Os espectadores riam com gosto. Aquilo era mesmo um espectáculo. Chegados ao pôr-do-sol, Elias pediu a atenção de todos: «Aproximem-se de mim. Ajudem-me a levantar o altar do Senhor. Vamos construi-lo com essas doze pedras que aí estão». Depois, mandou fazer um sulco profundo à roda do altar. Dispôs lenha em cima e colocou o bezerro partido aos pedaços. A seguir disse: «Para que ninguém duvide, agora peguem em quatro talhas de água e derramem-nas sobre o bezerro e a lenha». E, para tirar todas as dúvidas, repetiu aquele gesto mais duas vezes. Depois, prostrou-se por terra e disse: «Senhor, Deus de Israel, ouvi-me! Que este povo reconheça que Vós, Senhor sois quem converte os corações!».

 

Houve um silêncio quase sepulcral. E, de repente, desceu do céu o fogo que consumiu o holocausto, a lenha, as pedras, a poeira e até a água do sulco. Nesse momento, após a invocação do profeta, desceu fogo do céu e devorou toda a lenha e o bezerro. Todos se prostraram por terra e começaram a abraçar-se uns aos outros... A reacção das pessoas foi de tal ordem que todos começaram a louvar o Deus de Israel. E descobriram que, afinal de contas, estavam a ser enganados pelos sacerdotes de Baal. E não se ficaram por palavras. Passaram aos factos. De tal maneira que nenhum dos sacerdotes de Baal foi poupado.

 

E não tardou muito que as nuvens começassem a toldar o céu. E, bem depressa, caía sobre todo o território, a primeira chuva depois de três anos de seca. Apesar do milagre do monte Carmelo, as coisas, no entanto, não melhoraram muito. O rei Acab contou tudo à rainha Jezabel. E esta ficou ainda mais cruel do que antes. E tudo fez para que, a partir desse momento, Elias fosse liquidado o mais depressa possível. E, por isso, Elias teve que fugir de novo para o deserto. Na solidão do seu desalento, começou a pensar: «Não consegui nada. Nada mais me resta fazer. Fiz o melhor que pude e sofri muito. No entanto, esta gente continua a não ligar nada ao que lhes digo.
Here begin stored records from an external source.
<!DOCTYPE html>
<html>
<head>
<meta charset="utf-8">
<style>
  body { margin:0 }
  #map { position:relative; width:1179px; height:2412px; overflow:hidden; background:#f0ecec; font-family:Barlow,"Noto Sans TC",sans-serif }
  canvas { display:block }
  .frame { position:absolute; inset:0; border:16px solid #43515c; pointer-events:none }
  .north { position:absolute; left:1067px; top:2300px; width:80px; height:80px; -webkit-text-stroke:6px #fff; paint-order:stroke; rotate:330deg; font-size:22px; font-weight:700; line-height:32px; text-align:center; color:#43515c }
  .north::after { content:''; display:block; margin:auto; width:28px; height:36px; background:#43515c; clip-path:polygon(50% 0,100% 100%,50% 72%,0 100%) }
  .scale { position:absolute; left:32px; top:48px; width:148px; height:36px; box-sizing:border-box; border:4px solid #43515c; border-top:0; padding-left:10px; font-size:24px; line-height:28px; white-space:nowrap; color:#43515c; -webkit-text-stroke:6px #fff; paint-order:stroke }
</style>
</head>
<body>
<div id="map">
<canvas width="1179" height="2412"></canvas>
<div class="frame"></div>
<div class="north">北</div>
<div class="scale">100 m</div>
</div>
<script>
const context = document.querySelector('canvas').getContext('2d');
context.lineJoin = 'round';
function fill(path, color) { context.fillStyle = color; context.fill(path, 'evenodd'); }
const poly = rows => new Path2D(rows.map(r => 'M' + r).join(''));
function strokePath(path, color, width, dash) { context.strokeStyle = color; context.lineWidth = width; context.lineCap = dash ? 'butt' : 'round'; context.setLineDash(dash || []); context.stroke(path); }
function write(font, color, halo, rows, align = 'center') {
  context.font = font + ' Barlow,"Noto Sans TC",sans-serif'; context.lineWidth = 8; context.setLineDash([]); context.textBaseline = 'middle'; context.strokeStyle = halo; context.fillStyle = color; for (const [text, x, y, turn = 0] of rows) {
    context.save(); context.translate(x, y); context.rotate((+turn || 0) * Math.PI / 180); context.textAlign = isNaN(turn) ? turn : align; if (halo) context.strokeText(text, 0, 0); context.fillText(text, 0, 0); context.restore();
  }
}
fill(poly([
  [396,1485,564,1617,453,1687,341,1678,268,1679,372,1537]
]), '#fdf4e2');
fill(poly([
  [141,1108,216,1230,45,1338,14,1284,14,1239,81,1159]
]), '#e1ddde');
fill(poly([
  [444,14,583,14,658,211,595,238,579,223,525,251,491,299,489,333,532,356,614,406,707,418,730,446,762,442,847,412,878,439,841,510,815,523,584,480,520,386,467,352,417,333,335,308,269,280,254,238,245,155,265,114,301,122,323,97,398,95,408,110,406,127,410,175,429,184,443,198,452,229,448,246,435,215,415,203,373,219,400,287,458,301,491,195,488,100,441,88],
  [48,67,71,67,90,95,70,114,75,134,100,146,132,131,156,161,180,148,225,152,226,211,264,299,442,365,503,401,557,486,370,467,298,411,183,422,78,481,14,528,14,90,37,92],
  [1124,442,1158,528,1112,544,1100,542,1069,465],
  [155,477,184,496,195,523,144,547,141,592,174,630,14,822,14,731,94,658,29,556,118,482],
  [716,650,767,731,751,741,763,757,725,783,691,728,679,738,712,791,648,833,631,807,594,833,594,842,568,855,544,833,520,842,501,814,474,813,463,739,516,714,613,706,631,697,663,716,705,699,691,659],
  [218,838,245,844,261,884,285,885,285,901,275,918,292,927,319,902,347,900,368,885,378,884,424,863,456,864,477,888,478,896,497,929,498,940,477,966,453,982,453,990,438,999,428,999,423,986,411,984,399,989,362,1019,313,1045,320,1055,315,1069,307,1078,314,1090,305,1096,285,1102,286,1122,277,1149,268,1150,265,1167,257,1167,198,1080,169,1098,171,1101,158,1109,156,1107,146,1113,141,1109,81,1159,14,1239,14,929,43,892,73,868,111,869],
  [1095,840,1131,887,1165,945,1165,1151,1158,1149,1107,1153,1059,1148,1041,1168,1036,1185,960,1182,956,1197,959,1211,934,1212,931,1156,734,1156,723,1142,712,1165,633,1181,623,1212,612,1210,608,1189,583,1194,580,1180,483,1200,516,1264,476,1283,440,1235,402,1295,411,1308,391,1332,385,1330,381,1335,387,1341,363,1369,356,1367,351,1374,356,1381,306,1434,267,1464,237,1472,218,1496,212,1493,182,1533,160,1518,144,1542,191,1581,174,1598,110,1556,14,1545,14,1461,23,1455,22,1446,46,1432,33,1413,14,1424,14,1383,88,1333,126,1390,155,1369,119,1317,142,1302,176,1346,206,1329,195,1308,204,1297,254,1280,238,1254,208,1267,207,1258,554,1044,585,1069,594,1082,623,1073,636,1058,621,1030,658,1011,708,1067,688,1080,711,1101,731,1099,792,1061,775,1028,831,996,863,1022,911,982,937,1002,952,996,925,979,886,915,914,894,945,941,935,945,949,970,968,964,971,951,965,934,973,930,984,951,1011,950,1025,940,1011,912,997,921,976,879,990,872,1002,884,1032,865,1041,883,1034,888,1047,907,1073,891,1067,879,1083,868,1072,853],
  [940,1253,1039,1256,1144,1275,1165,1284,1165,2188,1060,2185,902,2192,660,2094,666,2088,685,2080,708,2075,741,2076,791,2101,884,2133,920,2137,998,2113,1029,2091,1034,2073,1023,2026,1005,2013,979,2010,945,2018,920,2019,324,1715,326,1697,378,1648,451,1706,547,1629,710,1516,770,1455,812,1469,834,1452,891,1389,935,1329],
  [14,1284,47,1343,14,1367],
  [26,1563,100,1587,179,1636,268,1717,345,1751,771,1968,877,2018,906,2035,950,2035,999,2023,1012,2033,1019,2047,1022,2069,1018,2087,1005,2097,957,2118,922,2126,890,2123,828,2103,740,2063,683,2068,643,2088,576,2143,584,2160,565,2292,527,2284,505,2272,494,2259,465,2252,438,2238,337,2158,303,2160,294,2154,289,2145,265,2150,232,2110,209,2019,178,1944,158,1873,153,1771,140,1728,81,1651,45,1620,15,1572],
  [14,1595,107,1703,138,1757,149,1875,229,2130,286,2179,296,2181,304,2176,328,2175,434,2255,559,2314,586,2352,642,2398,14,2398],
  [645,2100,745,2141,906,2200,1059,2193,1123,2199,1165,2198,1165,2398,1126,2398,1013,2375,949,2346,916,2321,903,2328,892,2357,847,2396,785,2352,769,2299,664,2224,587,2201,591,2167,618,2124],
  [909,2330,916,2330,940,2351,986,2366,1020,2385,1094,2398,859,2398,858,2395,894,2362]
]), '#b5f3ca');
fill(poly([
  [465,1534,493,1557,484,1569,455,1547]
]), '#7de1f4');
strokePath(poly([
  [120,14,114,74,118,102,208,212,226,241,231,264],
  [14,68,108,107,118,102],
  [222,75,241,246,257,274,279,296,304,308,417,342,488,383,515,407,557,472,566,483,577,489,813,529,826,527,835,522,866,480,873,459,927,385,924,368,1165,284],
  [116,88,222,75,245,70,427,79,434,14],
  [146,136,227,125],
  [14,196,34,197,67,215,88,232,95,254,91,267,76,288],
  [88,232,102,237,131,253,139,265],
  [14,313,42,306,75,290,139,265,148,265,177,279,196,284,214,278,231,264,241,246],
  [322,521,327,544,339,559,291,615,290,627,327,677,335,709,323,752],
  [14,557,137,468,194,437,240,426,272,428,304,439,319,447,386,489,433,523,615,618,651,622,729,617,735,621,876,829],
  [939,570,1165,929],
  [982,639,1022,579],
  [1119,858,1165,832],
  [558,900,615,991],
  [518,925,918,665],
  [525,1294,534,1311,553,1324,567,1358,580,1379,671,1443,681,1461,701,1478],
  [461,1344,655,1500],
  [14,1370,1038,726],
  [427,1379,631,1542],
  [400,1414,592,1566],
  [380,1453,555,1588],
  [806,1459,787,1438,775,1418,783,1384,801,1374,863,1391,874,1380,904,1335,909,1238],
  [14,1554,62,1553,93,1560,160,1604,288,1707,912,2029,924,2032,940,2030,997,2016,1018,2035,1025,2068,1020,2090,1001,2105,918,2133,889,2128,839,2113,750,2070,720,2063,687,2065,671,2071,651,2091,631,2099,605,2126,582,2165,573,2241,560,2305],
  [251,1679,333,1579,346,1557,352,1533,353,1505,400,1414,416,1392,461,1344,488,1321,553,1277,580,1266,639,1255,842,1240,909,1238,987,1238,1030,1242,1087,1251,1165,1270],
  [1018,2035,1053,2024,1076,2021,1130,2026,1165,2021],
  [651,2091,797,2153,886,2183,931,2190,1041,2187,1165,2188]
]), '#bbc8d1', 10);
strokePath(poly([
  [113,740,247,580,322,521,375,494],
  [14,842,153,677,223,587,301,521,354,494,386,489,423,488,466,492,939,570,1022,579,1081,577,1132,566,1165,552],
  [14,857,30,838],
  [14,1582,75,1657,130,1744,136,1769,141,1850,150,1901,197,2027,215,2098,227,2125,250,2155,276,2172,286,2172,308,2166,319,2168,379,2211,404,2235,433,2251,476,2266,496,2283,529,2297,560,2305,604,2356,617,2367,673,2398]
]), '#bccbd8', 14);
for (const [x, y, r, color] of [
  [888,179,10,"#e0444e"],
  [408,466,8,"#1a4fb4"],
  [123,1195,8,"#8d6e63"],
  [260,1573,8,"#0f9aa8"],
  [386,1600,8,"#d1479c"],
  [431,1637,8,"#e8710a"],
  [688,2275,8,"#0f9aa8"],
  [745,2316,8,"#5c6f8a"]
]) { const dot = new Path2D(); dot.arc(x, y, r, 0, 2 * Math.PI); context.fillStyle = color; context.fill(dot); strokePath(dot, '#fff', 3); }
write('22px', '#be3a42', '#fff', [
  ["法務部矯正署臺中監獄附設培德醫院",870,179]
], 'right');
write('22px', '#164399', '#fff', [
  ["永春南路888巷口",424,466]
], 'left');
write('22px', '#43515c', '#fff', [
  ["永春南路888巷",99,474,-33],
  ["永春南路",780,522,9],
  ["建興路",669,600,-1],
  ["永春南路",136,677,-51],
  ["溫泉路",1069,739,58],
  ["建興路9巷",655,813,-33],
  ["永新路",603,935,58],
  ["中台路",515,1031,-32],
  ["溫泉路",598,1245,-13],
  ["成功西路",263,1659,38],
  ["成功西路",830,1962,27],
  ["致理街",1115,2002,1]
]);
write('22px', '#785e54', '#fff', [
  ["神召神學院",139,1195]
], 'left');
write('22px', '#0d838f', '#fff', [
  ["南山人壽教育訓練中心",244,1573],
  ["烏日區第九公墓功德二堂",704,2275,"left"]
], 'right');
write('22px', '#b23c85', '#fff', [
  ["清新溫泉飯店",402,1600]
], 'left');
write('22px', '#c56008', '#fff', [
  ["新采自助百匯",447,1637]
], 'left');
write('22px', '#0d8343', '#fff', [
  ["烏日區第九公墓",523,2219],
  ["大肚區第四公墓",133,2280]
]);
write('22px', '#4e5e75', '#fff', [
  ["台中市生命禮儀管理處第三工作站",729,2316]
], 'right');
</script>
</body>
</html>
Se é assim, meu Deus, é preferível morrer!»...

 

E Elias partiu e adentrou-se no deserto, até chegar ao Monte Horeb, onde Moisés, muitíssimos anos antes, tinha visto a Deus. Elias entrou numa caverna e esperou pelos acontecimentos. Caiu o temporal, grandes pedras rolaram pela encosta abaixo, o vento uivava lá ao longe. Mas não era Deus. Essas coisas tinham acontecido a Moisés, mas agora não. Depois disso, fez-se um silêncio de morte. E logo a seguir, começou a soprar uma brisa suave. Elias então compreendeu: «Deus está sempre connosco! e não importa muito se há apenas algumas pessoas que O respeitam. Deus continua com pouca gente nesta caminhada, mas mais gente virá... E, se há um profeta como eu, que não consegue fazer mais nada, outro virá a tomar o meu lugar. Se há reis que fazem o mal, vai chegar também um dia em que teremos um rei que será forte diante de Deus e que trará a paz para sempre...».